Report each line below that carries the word "display".
*** Information
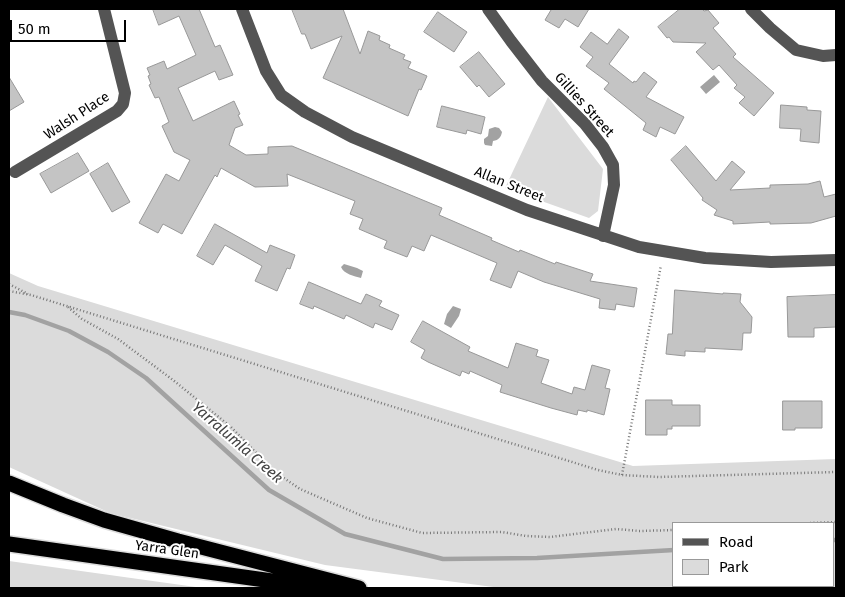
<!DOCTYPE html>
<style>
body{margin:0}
#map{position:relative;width:845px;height:597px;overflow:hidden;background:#fff;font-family:"Fira Sans",sans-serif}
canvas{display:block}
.frame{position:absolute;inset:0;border:10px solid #000;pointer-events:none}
.legend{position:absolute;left:672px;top:522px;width:162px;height:65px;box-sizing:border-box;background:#fff;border:1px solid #999;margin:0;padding:6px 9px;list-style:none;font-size:15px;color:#000}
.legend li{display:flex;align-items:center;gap:10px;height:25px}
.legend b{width:25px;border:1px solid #999}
.scale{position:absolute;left:10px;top:20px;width:116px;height:22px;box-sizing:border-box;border:2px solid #000;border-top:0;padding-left:6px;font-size:15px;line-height:18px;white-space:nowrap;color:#000;-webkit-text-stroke:4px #fff;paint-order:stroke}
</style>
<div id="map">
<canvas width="845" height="597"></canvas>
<div class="frame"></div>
<ul class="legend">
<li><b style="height:6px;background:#545454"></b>Road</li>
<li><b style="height:14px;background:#dbdbdb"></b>Park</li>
</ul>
<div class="scale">50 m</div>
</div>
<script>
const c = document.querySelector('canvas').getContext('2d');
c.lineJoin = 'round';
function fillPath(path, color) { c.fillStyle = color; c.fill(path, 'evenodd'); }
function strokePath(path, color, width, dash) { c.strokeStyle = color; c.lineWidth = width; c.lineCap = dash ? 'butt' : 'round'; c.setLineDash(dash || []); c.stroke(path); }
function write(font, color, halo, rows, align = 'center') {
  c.font = font + ' "Fira Sans",sans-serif'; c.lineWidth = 4; c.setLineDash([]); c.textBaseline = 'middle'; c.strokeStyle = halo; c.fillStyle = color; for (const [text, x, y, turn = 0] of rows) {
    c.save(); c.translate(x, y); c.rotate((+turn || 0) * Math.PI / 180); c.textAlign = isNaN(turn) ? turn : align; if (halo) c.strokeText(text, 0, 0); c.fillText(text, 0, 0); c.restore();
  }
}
const green = new Path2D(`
 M548 97 603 169 598 211 589 218 505 188Z
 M9 273 38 286 633 466 836 459V588H501L325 565 110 513 9 467ZM674 523H834V586H674Z
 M9 561 203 588H9Z`);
const water = new Path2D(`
 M714 75 720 82 706 94 700 87Z
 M495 127 499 128 502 132C501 137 499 140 493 141L492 146 485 145 484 143V139L488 136 489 129Z
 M344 264 357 268 363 271 361 278C354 276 344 274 341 267Z
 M453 306 461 309 459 316 451 328 444 324 447 314Z`);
const stream = new Path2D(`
 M9 312 25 315 69 331 108 352 146 378 269 490 345 534 443 559 537 558 674 550
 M834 540H836`);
const building = new Path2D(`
 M153 9H199L215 47 220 45 233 75 219 80 215 71 178 88 193 121 234 101 240 114 238 115 243 125 235 128 229 145 246 155 268 154V147L292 146 442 208 439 215 492 238 491 240 519 252 520 250 555 264 556 262 593 274 590 281 637 288 634 307 616 304 615 310 599 308 600 299 544 282 518 271 511 288 490 280 497 263 431 235 424 251 412 246 407 257 384 248 387 241 359 229 363 219 350 214 355 201 287 174 288 186 255 187 221 168 217 177 215 175 182 234 163 224 158 233 139 223 166 174 179 181 190 160 174 152 162 126 169 122 159 97 155 98 149 85 151 84 148 76 150 75 147 68 164 61 167 69 196 55 179 16 159 25Z
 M292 9H343L360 54 368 31 380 36 379 40 390 45 389 48 405 55 403 59 411 62 408 68 427 76 421 90 419 89 408 116 323 78 342 36 311 49 305 34H302Z
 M549 9H589L578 27 565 19 559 28 545 20 551 10Z
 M680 9H702L704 11 708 10 719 23 713 28 736 54 733 57 774 93 754 116 739 103 745 97 734 88 737 85 719 65 713 70 696 52 706 43 673 42 669 37 667 38 658 27Z
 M438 12 467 32 454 52 424 32Z
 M619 29 629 37 609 64 633 83 634 81 636 82 644 72 657 82 646 97 684 117 675 134 660 127 656 137 643 130 646 123 604 89 609 83 586 66 593 57 580 47 591 32 607 44Z
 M479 52 505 84 489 97 479 85 477 87 460 67Z
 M9 77 24 102 9 111Z
 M781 105 807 107V110L821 111 819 143 800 141 801 129 780 128Z
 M442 106 485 117 481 134 467 130 466 134 437 127Z
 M686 146 716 181 732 161 745 172 730 190 770 188V185L808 184 820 181 824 197 836 194V216L811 223 770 224V222L733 224V221L714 215 717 210 702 200 703 198 671 160Z
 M78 153 89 171 51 193 40 174Z
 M108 163 130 202 112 212 90 174Z
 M215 224 267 253 270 245 295 255 290 269 287 268 277 291 255 281 262 266 225 245 213 265 197 256Z
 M309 282 361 304 366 294 382 301 379 306 399 315 392 330 375 323 373 328 346 315 344 319 314 306 313 309 300 304Z
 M675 290 723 294V293L741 294 740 302 752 317 751 333H743L742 350 705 348V352L685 351V356L666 354 668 334H672Z
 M836 295V327L814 328V337H788L787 297Z
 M423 321 470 347 468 351 508 368 516 343 538 350 536 356 549 360 541 383 572 394 574 387 585 390 592 365 610 370 605 388 610 389 604 415 587 410V412L578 410 577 415 551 408 500 392 502 385 470 371 469 374 462 371 460 376 428 362 421 358 425 350 411 342Z
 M646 400H672V405H700V426H672V429H667V435H646Z
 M783 401H822V428H795V430H783Z`);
const path = new Path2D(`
 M9 284 28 294
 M9 291 31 295 598 470 622 475 659 477 836 472
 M68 307 82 319 118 339 173 380 231 427 275 472 300 489 367 518 422 533 502 532 526 536 550 537 616 529 640 531 674 530
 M622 475 661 265
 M810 523 836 522`);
const minor = new Path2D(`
 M242 9 266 71 281 95 305 112 352 137 527 210 639 247 705 258 771 262 836 260
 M488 9 511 41 542 81 585 124 603 147 613 165 614 185 603 236
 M751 9 770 28 796 50 823 56 836 55
 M15 172 117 111 123 104 125 93 104 9`);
const highway = new Path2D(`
 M9 483 63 505 104 520 178 541 359 588
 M9 544 322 588`);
const streetNames = [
 ["Gillies Street",584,105,48],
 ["Walsh Place",77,116,-33],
 ["Allan Street",509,185,22],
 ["Yarra Glen",167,550,8]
];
const waterNames = [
 ["Yarralumla Creek",237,443,41]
];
fillPath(green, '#dbdbdb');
fillPath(water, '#a2a2a2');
strokePath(stream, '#a2a2a2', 4.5);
fillPath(building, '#c4c4c4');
strokePath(building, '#989898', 1);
strokePath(highway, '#dbdbdb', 18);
strokePath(path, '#767676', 2.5, [1, 2.5]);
strokePath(minor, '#545454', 12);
strokePath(highway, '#000', 15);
write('14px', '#000', '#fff', streetNames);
write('italic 15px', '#434343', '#fff', waterNames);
</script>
******
§ **Response to this exercise**
canvas{display:block}
.legend li{display:flex;align-items:center;gap:10px;height:25px}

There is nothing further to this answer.